Any picture in the data below should be skipped, while every line is repeated exactly.

━━━ DATA ━━━

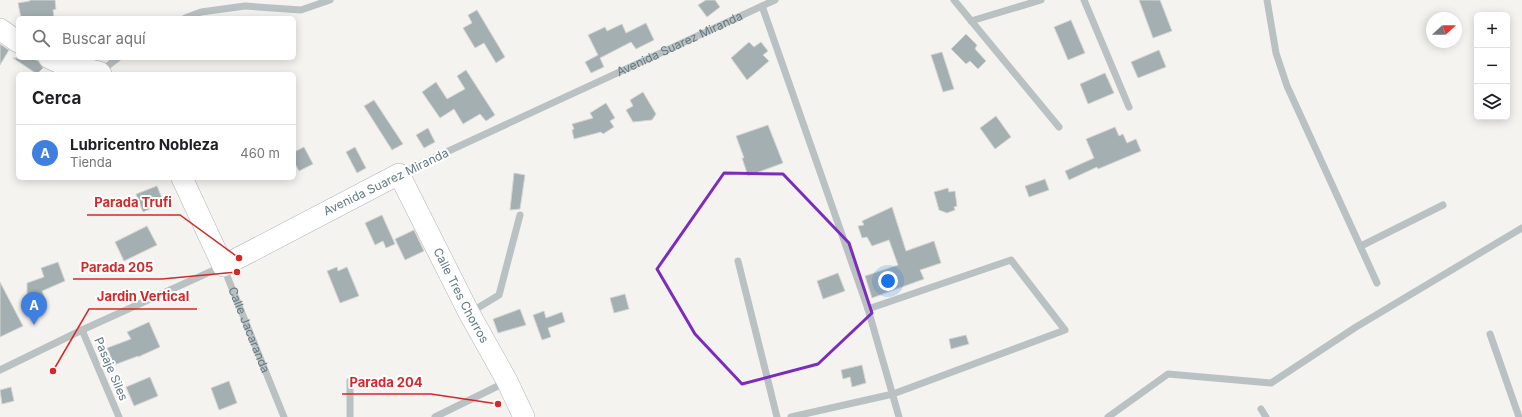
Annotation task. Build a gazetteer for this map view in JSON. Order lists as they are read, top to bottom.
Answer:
{
  "streets": {
    "main road": ["Avenida Suarez Miranda", "Calle Tres Chorros", "Calle Jacaranda"],
    "street": ["Pasaje Siles"]
  },
  "crossings": [
    ["Avenida Suarez Miranda", "Calle Tres Chorros"],
    ["Avenida Suarez Miranda", "Calle Jacaranda"],
    ["Avenida Suarez Miranda", "Pasaje Siles"]
  ],
  "places": [
    "Parada Trufi",
    "Parada 205",
    "Jardin Vertical",
    "Parada 204"
  ],
  "north": "right",
  "page": {
    "map_buttons": ["+", "−"],
    "search": "Buscar aquí",
    "heading": "Cerca",
    "list": [
      {
        "mark": "A",
        "name": "Lubricentro Nobleza",
        "note": "Tienda",
        "value": "460 m"
      }
    ],
    "pins": "A"
  }
}
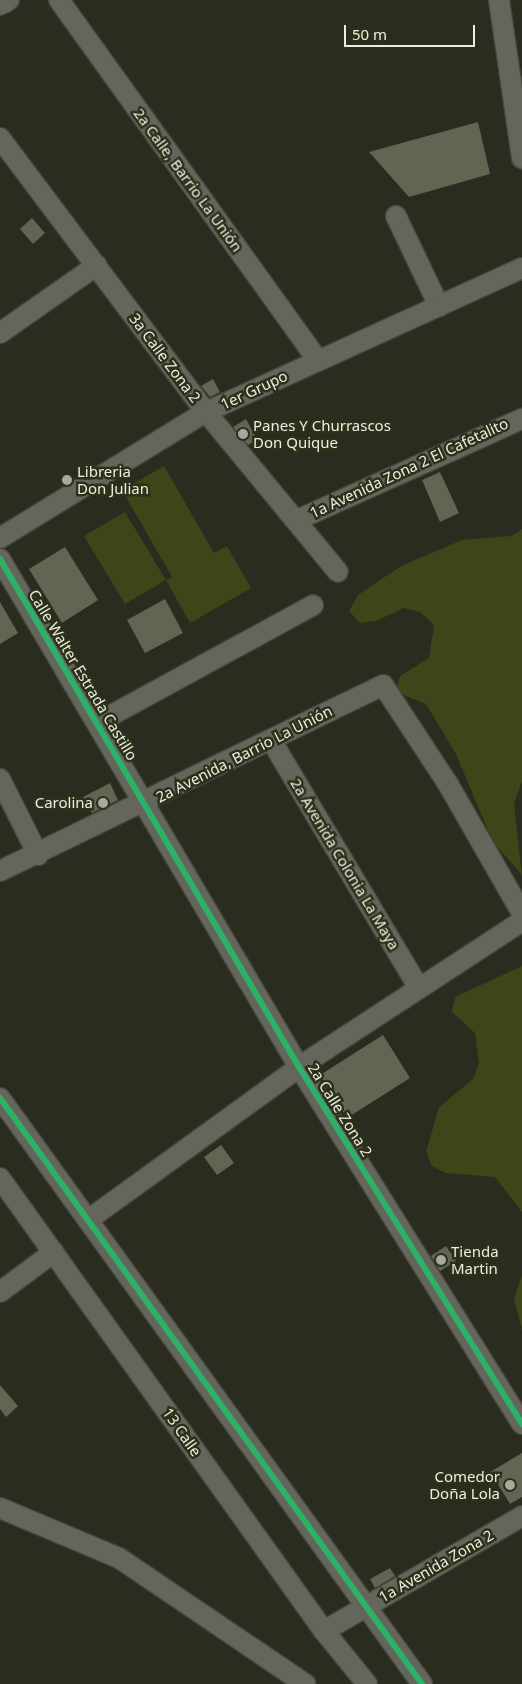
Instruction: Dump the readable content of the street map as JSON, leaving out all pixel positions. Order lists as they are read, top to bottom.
{
  "streets": {
    "street": [
      "2a Calle, Barrio La Unión",
      "3a Calle Zona 2",
      "1er Grupo",
      "1a Avenida Zona 2 El Cafetalito",
      "Calle Walter Estrada Castillo",
      "2a Avenida, Barrio La Unión",
      "2a Avenida Colonia La Maya",
      "2a Calle Zona 2",
      "13 Calle",
      "1a Avenida Zona 2"
    ]
  },
  "crossings": [
    ["2a Calle, Barrio La Unión", "1er Grupo"],
    ["3a Calle Zona 2", "1er Grupo"],
    ["3a Calle Zona 2", "1a Avenida Zona 2 El Cafetalito"],
    ["Calle Walter Estrada Castillo", "2a Avenida, Barrio La Unión"],
    ["Calle Walter Estrada Castillo", "2a Calle Zona 2"],
    ["2a Avenida, Barrio La Unión", "2a Avenida Colonia La Maya"],
    ["2a Avenida, Barrio La Unión", "2a Calle Zona 2"],
    ["13 Calle", "1a Avenida Zona 2"]
  ],
  "places": [
    "Panes Y Churrascos Don Quique",
    "Libreria Don Julian",
    "Carolina",
    "Tienda Martin",
    "Comedor Doña Lola"
  ],
  "scale_bar": "50 m"
}
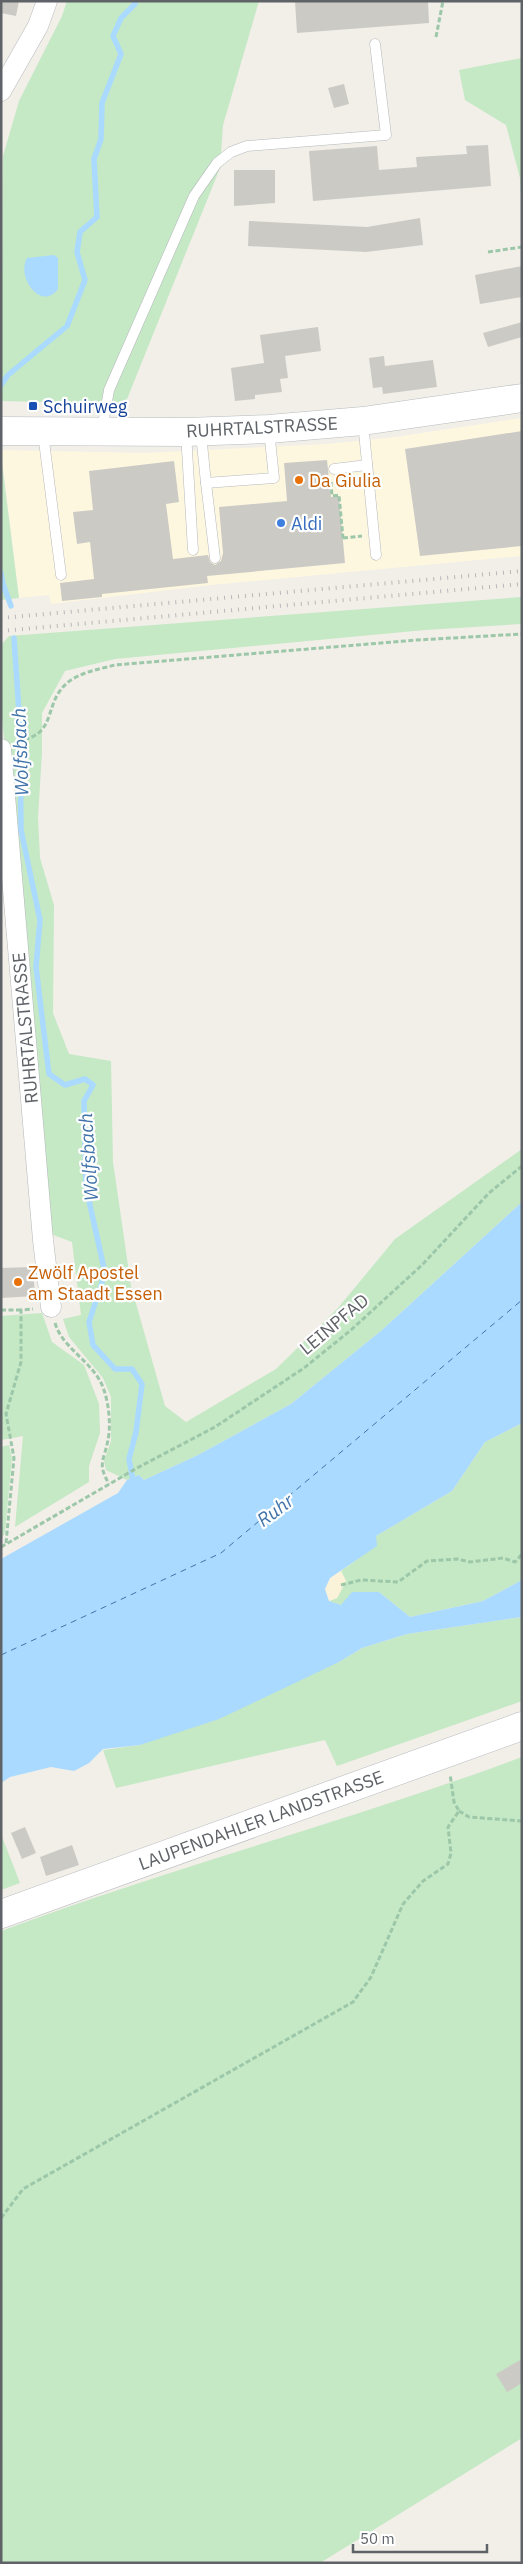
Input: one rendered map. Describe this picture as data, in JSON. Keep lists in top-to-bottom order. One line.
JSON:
{"streets":{"main road":["RUHRTALSTRASSE","LAUPENDAHLER LANDSTRASSE"],"path":["LEINPFAD"]},"water":["Wolfsbach","Ruhr"],"places":{"transit":["Schuirweg"],"other":["Da Giulia","Aldi","Zwölf Apostel am Staadt Essen"]},"scale_bar":"50 m"}
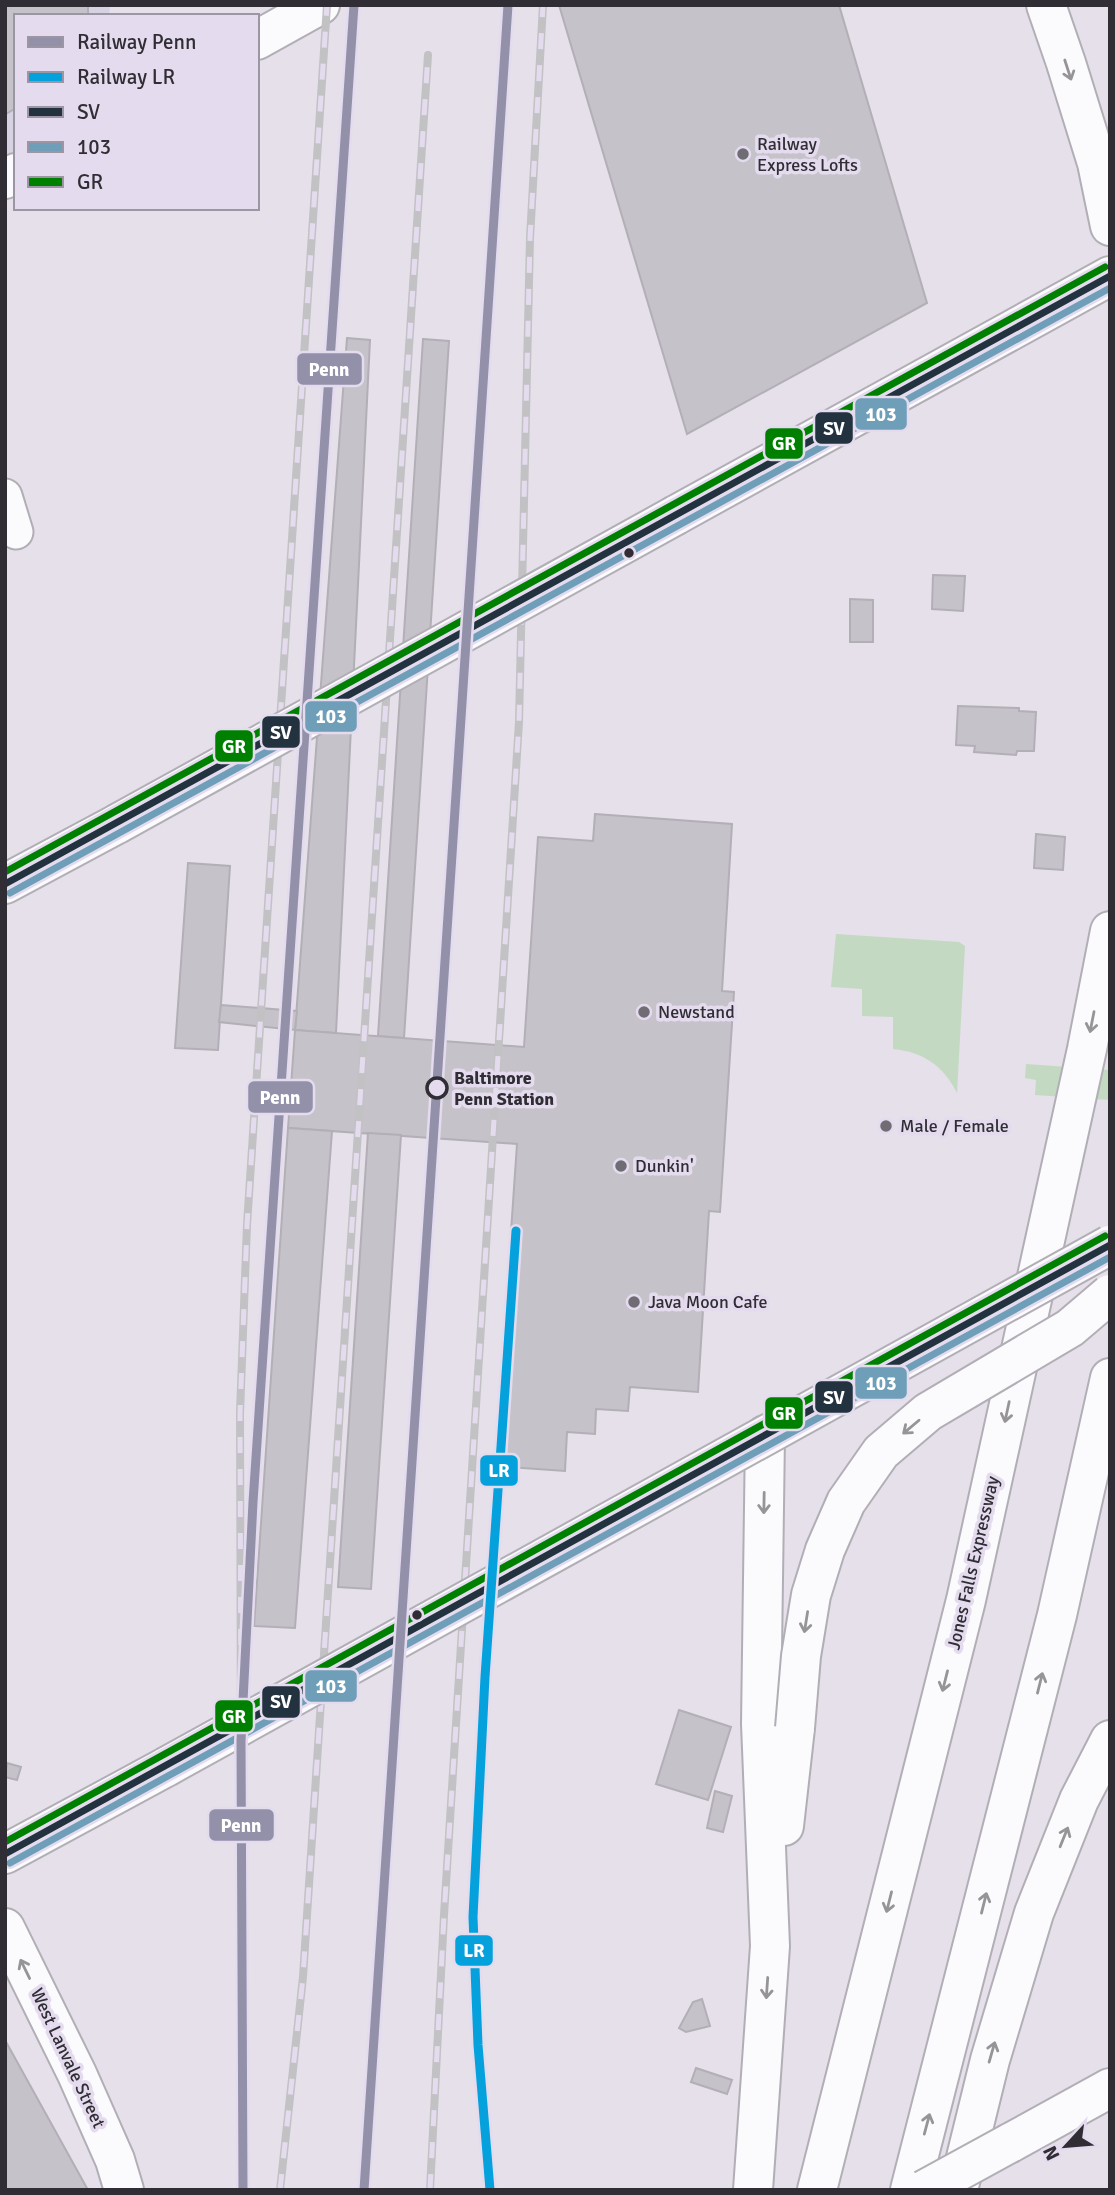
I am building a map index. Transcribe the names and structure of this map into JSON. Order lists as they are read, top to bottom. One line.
{"streets":{"main road":["Jones Falls Expressway","West Lanvale Street"]},"one_way":["West Lanvale Street"],"places":["Railway Express Lofts","Newstand","Baltimore Penn Station","Male / Female","Dunkin'","Java Moon Cafe"],"lines":["rail line Penn","transit line GR","transit line SV","transit line 103","rail line LR"],"legend":["Railway Penn","Railway LR","SV","103","GR"],"north":"bottom left"}
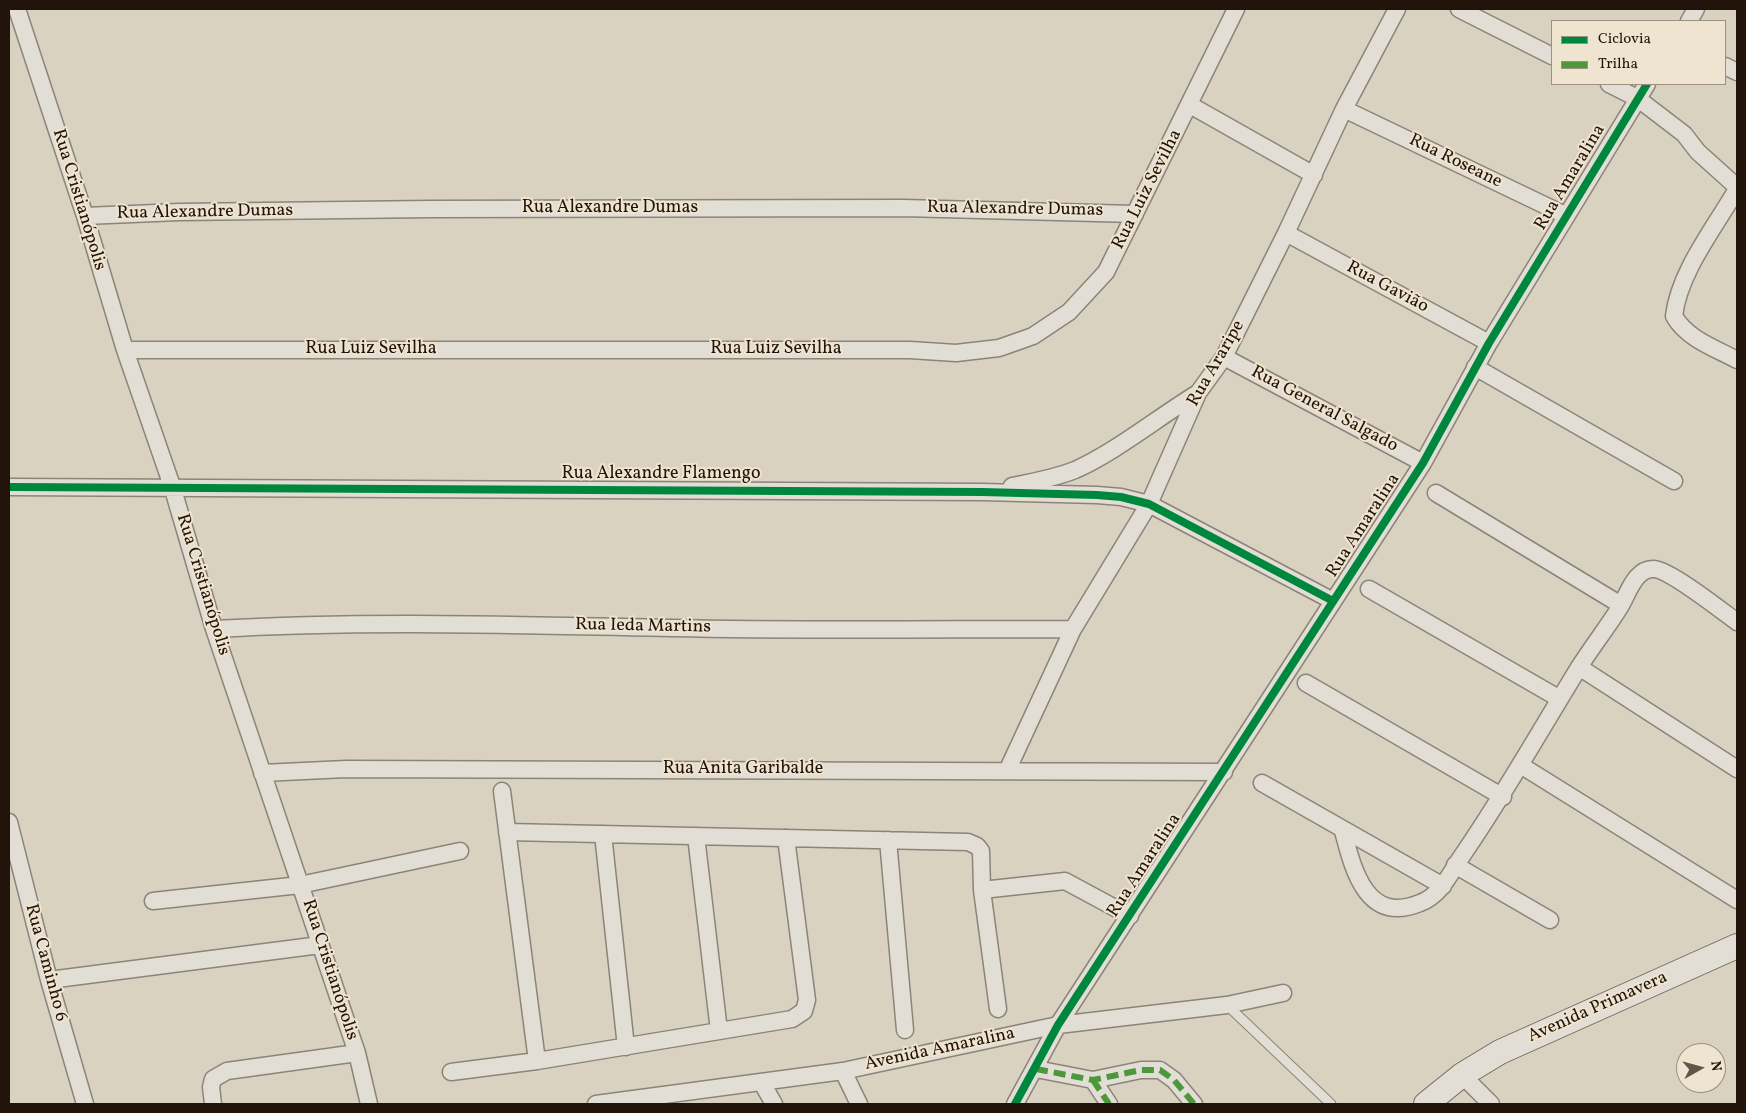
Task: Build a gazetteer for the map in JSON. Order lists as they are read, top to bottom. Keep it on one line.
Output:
{"streets":{"street":["Rua Roseane","Rua Amaralina","Rua Luiz Sevilha","Rua Cristianópolis","Rua Alexandre Dumas","Rua Gavião","Rua Araripe","Rua General Salgado","Rua Alexandre Flamengo","Rua Ieda Martins","Rua Anita Garibalde","Rua Caminho 6","Avenida Primavera","Avenida Amaralina"]},"crossings":[["Rua Roseane","Rua Amaralina"],["Rua Roseane","Rua Araripe"],["Rua Amaralina","Rua Gavião"],["Rua Amaralina","Rua General Salgado"],["Rua Amaralina","Rua Alexandre Flamengo"],["Rua Amaralina","Rua Anita Garibalde"],["Rua Amaralina","Avenida Amaralina"],["Rua Luiz Sevilha","Rua Cristianópolis"],["Rua Luiz Sevilha","Rua Alexandre Dumas"],["Rua Cristianópolis","Rua Alexandre Dumas"],["Rua Cristianópolis","Rua Alexandre Flamengo"],["Rua Cristianópolis","Rua Ieda Martins"],["Rua Cristianópolis","Rua Anita Garibalde"],["Rua Gavião","Rua Araripe"],["Rua Araripe","Rua General Salgado"],["Rua Araripe","Rua Alexandre Flamengo"],["Rua Araripe","Rua Ieda Martins"],["Rua Araripe","Rua Anita Garibalde"]],"legend":["Ciclovia","Trilha"],"north":"right"}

━━━

### YOUR SOLUTION
Annotation task. Build a gazetteer for this map view in JSON. Order lists as they are read, top to bottom.
Answer:
{
  "streets": {
    "main road": ["Avenida Suarez Miranda", "Calle Tres Chorros", "Calle Jacaranda"],
    "street": ["Pasaje Siles"]
  },
  "crossings": [
    ["Avenida Suarez Miranda", "Calle Tres Chorros"],
    ["Avenida Suarez Miranda", "Calle Jacaranda"],
    ["Avenida Suarez Miranda", "Pasaje Siles"]
  ],
  "places": [
    "Parada Trufi",
    "Parada 205",
    "Jardin Vertical",
    "Parada 204"
  ],
  "north": "right",
  "page": {
    "map_buttons": ["+", "−"],
    "search": "Buscar aquí",
    "heading": "Cerca",
    "list": [
      {
        "mark": "A",
        "name": "Lubricentro Nobleza",
        "note": "Tienda",
        "value": "460 m"
      }
    ],
    "pins": "A"
  }
}
Instruction: Dump the readable content of the street map as JSON, leaving out all pixel positions. Order lists as they are read, top to bottom.
{
  "streets": {
    "street": [
      "2a Calle, Barrio La Unión",
      "3a Calle Zona 2",
      "1er Grupo",
      "1a Avenida Zona 2 El Cafetalito",
      "Calle Walter Estrada Castillo",
      "2a Avenida, Barrio La Unión",
      "2a Avenida Colonia La Maya",
      "2a Calle Zona 2",
      "13 Calle",
      "1a Avenida Zona 2"
    ]
  },
  "crossings": [
    ["2a Calle, Barrio La Unión", "1er Grupo"],
    ["3a Calle Zona 2", "1er Grupo"],
    ["3a Calle Zona 2", "1a Avenida Zona 2 El Cafetalito"],
    ["Calle Walter Estrada Castillo", "2a Avenida, Barrio La Unión"],
    ["Calle Walter Estrada Castillo", "2a Calle Zona 2"],
    ["2a Avenida, Barrio La Unión", "2a Avenida Colonia La Maya"],
    ["2a Avenida, Barrio La Unión", "2a Calle Zona 2"],
    ["13 Calle", "1a Avenida Zona 2"]
  ],
  "places": [
    "Panes Y Churrascos Don Quique",
    "Libreria Don Julian",
    "Carolina",
    "Tienda Martin",
    "Comedor Doña Lola"
  ],
  "scale_bar": "50 m"
}
Input: one rendered map. Describe this picture as data, in JSON. Keep lists in top-to-bottom order. One line.
JSON:
{"streets":{"main road":["RUHRTALSTRASSE","LAUPENDAHLER LANDSTRASSE"],"path":["LEINPFAD"]},"water":["Wolfsbach","Ruhr"],"places":{"transit":["Schuirweg"],"other":["Da Giulia","Aldi","Zwölf Apostel am Staadt Essen"]},"scale_bar":"50 m"}
I am building a map index. Transcribe the names and structure of this map into JSON. Order lists as they are read, top to bottom. One line.
{"streets":{"main road":["Jones Falls Expressway","West Lanvale Street"]},"one_way":["West Lanvale Street"],"places":["Railway Express Lofts","Newstand","Baltimore Penn Station","Male / Female","Dunkin'","Java Moon Cafe"],"lines":["rail line Penn","transit line GR","transit line SV","transit line 103","rail line LR"],"legend":["Railway Penn","Railway LR","SV","103","GR"],"north":"bottom left"}
Task: Build a gazetteer for the map in JSON. Order lists as they are read, top to bottom. Keep it on one line.
Output:
{"streets":{"street":["Rua Roseane","Rua Amaralina","Rua Luiz Sevilha","Rua Cristianópolis","Rua Alexandre Dumas","Rua Gavião","Rua Araripe","Rua General Salgado","Rua Alexandre Flamengo","Rua Ieda Martins","Rua Anita Garibalde","Rua Caminho 6","Avenida Primavera","Avenida Amaralina"]},"crossings":[["Rua Roseane","Rua Amaralina"],["Rua Roseane","Rua Araripe"],["Rua Amaralina","Rua Gavião"],["Rua Amaralina","Rua General Salgado"],["Rua Amaralina","Rua Alexandre Flamengo"],["Rua Amaralina","Rua Anita Garibalde"],["Rua Amaralina","Avenida Amaralina"],["Rua Luiz Sevilha","Rua Cristianópolis"],["Rua Luiz Sevilha","Rua Alexandre Dumas"],["Rua Cristianópolis","Rua Alexandre Dumas"],["Rua Cristianópolis","Rua Alexandre Flamengo"],["Rua Cristianópolis","Rua Ieda Martins"],["Rua Cristianópolis","Rua Anita Garibalde"],["Rua Gavião","Rua Araripe"],["Rua Araripe","Rua General Salgado"],["Rua Araripe","Rua Alexandre Flamengo"],["Rua Araripe","Rua Ieda Martins"],["Rua Araripe","Rua Anita Garibalde"]],"legend":["Ciclovia","Trilha"],"north":"right"}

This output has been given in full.